[[ DATA TO USE, beginning ]]

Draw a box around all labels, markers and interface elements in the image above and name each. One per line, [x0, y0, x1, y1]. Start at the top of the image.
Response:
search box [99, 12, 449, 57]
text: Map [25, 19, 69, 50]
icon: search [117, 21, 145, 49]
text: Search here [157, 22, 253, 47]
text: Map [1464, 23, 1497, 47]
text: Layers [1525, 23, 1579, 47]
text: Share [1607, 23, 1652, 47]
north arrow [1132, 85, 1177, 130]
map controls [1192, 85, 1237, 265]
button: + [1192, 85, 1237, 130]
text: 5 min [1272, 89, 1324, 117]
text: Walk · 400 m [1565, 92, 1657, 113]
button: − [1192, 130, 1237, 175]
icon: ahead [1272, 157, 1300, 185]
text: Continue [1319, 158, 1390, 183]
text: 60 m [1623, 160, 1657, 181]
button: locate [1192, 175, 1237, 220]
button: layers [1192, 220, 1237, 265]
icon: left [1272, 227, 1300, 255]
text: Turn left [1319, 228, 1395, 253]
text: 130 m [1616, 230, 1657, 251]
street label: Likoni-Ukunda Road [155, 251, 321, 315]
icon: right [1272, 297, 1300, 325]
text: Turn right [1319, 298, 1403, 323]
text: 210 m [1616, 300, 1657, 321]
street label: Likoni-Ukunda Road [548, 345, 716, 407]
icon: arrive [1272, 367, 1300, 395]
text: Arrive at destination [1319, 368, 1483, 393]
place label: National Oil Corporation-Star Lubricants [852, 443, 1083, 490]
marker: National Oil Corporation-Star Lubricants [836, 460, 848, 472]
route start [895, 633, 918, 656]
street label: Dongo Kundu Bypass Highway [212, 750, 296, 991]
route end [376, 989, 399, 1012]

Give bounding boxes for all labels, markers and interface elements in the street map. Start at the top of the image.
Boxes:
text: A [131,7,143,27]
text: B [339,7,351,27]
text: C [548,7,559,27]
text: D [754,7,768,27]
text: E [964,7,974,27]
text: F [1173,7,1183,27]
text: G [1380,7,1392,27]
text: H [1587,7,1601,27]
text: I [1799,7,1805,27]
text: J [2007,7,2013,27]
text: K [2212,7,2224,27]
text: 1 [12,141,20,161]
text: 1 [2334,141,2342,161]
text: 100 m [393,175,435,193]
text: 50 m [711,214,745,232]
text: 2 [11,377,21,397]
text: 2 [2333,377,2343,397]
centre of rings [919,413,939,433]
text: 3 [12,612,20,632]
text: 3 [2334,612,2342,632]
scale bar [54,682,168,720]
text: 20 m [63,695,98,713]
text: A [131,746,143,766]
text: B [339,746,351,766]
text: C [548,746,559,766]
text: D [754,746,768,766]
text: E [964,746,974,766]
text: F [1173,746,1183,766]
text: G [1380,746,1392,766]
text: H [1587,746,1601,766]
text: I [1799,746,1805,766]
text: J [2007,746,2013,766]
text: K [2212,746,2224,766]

[[ DATA TO USE, end ]]

» **WHAT YOU HAVE TO DO**: In the records above, find each line with the word "left" and copy it.

» **EXERCISE RESULT**:
icon: left [1272, 227, 1300, 255]
text: Turn left [1319, 228, 1395, 253]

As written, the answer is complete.